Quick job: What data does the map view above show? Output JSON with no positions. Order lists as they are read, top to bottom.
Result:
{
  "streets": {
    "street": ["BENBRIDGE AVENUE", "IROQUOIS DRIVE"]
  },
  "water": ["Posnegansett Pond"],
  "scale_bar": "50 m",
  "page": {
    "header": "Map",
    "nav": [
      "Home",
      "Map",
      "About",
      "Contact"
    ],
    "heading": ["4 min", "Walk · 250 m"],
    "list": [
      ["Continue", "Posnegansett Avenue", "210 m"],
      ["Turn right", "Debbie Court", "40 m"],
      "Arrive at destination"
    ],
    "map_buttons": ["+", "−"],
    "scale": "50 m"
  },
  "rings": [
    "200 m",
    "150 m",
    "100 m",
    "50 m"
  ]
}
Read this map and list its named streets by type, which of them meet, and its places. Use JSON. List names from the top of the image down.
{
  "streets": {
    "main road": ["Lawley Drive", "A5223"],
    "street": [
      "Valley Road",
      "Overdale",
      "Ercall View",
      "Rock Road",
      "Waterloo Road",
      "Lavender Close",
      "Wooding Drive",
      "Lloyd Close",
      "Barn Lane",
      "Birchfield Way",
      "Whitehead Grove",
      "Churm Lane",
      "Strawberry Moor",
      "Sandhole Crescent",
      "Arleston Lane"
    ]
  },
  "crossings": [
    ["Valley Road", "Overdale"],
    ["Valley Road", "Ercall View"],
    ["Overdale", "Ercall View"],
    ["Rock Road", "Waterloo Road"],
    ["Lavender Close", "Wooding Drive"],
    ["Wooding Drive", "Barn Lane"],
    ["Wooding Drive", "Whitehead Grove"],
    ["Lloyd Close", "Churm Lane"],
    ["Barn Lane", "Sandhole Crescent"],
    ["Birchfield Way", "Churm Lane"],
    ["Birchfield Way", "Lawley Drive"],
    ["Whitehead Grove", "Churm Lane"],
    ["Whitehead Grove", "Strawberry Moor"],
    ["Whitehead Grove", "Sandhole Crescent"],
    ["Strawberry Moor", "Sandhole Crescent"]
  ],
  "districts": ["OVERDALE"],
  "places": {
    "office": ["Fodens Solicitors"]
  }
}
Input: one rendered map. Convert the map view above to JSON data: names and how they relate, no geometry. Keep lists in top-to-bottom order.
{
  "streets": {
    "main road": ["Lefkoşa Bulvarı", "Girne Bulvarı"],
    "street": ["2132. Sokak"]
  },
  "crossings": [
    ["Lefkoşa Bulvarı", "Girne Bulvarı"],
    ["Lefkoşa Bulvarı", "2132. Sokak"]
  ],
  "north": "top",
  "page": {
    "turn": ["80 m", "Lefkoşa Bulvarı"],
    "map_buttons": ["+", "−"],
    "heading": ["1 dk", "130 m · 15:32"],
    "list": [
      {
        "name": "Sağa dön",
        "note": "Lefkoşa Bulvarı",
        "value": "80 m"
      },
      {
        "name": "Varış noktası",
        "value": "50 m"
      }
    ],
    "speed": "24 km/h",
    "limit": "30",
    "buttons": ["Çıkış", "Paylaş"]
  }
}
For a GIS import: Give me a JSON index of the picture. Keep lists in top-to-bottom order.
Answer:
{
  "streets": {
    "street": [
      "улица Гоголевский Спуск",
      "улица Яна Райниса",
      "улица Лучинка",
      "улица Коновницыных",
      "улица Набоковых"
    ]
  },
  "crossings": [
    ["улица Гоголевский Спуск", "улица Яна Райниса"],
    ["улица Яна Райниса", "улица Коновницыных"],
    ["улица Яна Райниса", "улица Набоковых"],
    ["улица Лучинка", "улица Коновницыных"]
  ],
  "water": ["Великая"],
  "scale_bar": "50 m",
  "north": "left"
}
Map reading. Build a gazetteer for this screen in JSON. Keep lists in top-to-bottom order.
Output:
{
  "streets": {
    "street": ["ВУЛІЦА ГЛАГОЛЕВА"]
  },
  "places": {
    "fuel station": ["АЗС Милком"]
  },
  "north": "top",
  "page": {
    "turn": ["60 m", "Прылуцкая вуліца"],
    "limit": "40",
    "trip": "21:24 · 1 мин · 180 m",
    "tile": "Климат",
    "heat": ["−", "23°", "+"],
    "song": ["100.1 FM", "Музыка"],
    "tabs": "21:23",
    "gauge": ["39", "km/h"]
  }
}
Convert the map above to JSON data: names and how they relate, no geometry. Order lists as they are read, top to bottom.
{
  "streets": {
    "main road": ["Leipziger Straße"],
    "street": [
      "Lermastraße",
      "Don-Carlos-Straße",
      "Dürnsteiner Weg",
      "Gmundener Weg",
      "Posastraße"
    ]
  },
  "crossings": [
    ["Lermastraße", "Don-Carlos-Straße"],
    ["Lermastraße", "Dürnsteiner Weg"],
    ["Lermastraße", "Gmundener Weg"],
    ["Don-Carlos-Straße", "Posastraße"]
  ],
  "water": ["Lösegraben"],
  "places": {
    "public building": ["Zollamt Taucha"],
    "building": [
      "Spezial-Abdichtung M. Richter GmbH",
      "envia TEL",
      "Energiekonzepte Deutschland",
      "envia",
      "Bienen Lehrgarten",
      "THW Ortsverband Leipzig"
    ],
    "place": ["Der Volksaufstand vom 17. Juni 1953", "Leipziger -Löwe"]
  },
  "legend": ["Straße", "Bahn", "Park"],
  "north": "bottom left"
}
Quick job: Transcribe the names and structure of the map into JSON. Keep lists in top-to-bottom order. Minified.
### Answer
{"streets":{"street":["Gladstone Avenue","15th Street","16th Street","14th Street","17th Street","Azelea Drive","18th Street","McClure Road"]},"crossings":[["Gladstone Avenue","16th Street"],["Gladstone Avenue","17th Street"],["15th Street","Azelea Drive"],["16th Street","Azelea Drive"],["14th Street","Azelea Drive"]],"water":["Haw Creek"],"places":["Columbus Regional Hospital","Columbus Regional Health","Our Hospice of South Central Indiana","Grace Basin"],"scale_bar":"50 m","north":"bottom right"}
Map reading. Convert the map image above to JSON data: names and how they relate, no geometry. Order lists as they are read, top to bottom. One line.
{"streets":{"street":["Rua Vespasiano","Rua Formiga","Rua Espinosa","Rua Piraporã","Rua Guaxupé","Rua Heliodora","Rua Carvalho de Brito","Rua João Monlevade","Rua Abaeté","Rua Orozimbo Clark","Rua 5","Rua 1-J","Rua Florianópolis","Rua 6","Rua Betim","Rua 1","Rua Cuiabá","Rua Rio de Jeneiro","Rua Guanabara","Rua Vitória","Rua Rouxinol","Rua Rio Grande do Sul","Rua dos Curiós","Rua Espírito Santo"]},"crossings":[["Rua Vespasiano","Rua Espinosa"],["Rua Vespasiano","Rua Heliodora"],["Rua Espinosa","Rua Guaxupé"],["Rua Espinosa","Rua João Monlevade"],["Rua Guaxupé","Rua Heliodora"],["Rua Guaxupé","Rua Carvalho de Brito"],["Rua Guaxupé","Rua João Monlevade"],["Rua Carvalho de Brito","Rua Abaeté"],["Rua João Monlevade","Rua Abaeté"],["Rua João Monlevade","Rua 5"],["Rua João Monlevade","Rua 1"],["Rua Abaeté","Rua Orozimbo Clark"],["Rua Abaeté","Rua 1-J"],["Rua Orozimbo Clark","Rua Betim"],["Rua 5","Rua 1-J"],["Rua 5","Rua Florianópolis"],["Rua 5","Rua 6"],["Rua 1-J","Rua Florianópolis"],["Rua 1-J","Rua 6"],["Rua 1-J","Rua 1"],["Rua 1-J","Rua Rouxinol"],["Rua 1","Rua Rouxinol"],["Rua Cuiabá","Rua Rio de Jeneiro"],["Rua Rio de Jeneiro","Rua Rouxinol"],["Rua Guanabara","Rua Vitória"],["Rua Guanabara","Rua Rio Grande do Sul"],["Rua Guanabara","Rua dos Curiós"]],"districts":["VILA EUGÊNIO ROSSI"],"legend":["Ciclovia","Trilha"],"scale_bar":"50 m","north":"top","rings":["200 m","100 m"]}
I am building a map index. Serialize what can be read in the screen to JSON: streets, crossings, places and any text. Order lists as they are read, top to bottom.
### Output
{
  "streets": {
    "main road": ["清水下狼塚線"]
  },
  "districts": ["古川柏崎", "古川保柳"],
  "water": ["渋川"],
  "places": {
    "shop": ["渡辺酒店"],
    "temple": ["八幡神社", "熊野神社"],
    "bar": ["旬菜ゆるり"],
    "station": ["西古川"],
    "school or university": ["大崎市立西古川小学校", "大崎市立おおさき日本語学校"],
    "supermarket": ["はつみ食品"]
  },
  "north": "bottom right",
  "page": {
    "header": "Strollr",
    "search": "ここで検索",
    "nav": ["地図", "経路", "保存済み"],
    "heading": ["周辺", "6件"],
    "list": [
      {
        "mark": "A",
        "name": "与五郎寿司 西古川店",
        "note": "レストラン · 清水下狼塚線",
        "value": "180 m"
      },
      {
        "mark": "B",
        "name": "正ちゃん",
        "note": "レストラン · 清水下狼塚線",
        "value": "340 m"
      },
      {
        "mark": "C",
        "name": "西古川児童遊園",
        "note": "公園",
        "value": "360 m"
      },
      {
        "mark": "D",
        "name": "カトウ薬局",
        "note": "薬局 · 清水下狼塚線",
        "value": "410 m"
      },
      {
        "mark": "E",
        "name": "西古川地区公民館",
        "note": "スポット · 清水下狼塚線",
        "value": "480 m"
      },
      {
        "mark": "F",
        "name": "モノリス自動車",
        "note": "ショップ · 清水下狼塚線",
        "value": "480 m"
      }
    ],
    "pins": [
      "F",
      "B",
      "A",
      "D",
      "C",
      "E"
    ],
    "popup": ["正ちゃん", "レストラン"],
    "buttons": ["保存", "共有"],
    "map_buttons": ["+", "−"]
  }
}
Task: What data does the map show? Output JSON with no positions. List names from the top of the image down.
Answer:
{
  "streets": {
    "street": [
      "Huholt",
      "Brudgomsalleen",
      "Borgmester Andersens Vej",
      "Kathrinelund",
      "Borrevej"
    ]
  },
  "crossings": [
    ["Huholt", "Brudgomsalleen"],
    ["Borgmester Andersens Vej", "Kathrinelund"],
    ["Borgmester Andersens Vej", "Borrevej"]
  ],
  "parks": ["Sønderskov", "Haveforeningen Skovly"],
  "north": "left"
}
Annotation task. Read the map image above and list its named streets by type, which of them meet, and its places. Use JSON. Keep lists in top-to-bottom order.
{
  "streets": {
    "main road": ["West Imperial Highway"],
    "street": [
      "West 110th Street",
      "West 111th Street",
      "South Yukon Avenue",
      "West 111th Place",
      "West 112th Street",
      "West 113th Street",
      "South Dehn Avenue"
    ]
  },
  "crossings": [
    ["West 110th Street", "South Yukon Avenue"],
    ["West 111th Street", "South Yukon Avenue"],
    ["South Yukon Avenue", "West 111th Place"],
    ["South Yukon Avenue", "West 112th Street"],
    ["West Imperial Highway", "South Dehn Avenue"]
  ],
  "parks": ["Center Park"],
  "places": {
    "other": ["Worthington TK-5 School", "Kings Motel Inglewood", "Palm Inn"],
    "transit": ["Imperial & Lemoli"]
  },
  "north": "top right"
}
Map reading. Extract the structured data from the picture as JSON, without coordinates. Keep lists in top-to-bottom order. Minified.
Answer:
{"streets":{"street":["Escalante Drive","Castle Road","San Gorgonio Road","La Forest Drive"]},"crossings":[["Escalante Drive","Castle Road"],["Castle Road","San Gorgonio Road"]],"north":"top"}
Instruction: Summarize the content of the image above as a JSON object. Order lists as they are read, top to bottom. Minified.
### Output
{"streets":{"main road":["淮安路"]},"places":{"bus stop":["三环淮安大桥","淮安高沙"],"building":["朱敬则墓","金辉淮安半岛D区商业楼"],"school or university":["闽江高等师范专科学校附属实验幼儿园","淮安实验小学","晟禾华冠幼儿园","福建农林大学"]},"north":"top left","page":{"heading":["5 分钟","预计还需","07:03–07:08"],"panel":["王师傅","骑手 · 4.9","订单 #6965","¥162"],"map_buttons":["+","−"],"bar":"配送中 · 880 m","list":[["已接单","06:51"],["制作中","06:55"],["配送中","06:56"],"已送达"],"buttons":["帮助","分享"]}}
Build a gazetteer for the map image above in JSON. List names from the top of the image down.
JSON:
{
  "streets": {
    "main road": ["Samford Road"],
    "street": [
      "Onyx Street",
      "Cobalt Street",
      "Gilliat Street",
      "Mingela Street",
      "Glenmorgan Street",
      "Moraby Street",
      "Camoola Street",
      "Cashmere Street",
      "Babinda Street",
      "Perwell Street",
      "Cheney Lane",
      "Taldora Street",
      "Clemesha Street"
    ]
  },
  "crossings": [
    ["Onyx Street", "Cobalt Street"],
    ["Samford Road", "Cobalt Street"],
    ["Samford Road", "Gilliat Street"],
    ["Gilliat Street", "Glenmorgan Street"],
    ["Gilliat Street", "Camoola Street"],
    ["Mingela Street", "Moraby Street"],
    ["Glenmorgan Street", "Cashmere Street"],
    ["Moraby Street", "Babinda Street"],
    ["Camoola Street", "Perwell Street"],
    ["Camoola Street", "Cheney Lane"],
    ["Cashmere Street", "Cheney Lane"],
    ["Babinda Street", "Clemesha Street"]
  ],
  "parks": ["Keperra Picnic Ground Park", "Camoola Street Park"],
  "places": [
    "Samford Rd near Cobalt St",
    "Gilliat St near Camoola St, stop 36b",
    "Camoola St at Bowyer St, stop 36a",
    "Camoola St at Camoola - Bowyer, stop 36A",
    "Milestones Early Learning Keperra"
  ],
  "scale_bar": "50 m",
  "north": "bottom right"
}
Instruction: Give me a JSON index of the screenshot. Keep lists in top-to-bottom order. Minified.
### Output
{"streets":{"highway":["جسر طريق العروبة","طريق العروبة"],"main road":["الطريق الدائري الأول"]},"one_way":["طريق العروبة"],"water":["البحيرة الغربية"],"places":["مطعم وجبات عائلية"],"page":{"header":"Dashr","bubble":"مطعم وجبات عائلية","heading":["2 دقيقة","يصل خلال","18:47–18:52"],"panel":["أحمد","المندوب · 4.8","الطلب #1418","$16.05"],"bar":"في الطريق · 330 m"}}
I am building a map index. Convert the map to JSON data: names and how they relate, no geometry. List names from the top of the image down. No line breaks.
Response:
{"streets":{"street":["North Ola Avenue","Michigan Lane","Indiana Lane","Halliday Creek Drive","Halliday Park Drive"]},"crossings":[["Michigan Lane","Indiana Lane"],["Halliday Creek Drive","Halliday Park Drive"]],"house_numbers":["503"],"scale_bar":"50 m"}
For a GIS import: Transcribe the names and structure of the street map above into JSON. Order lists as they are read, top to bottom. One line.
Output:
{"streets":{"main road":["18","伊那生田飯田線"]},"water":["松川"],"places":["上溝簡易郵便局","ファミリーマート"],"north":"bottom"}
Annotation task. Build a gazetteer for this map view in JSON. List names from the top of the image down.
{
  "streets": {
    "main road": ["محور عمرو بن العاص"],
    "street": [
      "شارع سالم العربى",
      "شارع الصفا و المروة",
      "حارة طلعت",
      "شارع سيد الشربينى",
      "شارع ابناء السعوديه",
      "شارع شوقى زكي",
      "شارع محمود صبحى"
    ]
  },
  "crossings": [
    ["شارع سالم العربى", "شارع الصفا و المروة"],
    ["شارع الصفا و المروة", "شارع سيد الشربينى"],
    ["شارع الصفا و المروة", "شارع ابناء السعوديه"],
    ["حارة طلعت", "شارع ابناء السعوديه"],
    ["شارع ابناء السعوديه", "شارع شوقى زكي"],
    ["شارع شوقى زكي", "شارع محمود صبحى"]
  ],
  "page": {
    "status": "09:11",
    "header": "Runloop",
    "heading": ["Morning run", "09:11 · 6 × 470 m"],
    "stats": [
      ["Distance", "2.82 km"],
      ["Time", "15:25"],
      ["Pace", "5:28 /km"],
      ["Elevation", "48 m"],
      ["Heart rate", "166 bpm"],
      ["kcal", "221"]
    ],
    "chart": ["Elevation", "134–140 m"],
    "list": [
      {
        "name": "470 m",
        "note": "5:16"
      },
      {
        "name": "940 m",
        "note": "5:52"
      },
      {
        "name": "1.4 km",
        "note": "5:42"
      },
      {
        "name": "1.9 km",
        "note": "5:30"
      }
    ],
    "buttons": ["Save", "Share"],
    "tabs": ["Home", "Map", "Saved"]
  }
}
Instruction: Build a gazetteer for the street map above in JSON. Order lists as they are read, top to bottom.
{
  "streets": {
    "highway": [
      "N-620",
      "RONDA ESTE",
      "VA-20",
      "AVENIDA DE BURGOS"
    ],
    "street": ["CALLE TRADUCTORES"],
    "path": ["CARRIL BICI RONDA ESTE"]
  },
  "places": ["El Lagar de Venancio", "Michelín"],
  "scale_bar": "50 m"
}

= Exercise =
Your task is to retype the entries verbatim, starting with the line that holds "Map reading. Convert" and stopping after the line that holds "I am building a map index. Serialize".

= Response to the task =
Map reading. Convert the map image above to JSON data: names and how they relate, no geometry. Order lists as they are read, top to bottom. One line.
{"streets":{"street":["Rua Vespasiano","Rua Formiga","Rua Espinosa","Rua Piraporã","Rua Guaxupé","Rua Heliodora","Rua Carvalho de Brito","Rua João Monlevade","Rua Abaeté","Rua Orozimbo Clark","Rua 5","Rua 1-J","Rua Florianópolis","Rua 6","Rua Betim","Rua 1","Rua Cuiabá","Rua Rio de Jeneiro","Rua Guanabara","Rua Vitória","Rua Rouxinol","Rua Rio Grande do Sul","Rua dos Curiós","Rua Espírito Santo"]},"crossings":[["Rua Vespasiano","Rua Espinosa"],["Rua Vespasiano","Rua Heliodora"],["Rua Espinosa","Rua Guaxupé"],["Rua Espinosa","Rua João Monlevade"],["Rua Guaxupé","Rua Heliodora"],["Rua Guaxupé","Rua Carvalho de Brito"],["Rua Guaxupé","Rua João Monlevade"],["Rua Carvalho de Brito","Rua Abaeté"],["Rua João Monlevade","Rua Abaeté"],["Rua João Monlevade","Rua 5"],["Rua João Monlevade","Rua 1"],["Rua Abaeté","Rua Orozimbo Clark"],["Rua Abaeté","Rua 1-J"],["Rua Orozimbo Clark","Rua Betim"],["Rua 5","Rua 1-J"],["Rua 5","Rua Florianópolis"],["Rua 5","Rua 6"],["Rua 1-J","Rua Florianópolis"],["Rua 1-J","Rua 6"],["Rua 1-J","Rua 1"],["Rua 1-J","Rua Rouxinol"],["Rua 1","Rua Rouxinol"],["Rua Cuiabá","Rua Rio de Jeneiro"],["Rua Rio de Jeneiro","Rua Rouxinol"],["Rua Guanabara","Rua Vitória"],["Rua Guanabara","Rua Rio Grande do Sul"],["Rua Guanabara","Rua dos Curiós"]],"districts":["VILA EUGÊNIO ROSSI"],"legend":["Ciclovia","Trilha"],"scale_bar":"50 m","north":"top","rings":["200 m","100 m"]}
I am building a map index. Serialize what can be read in the screen to JSON: streets, crossings, places and any text. Order lists as they are read, top to bottom.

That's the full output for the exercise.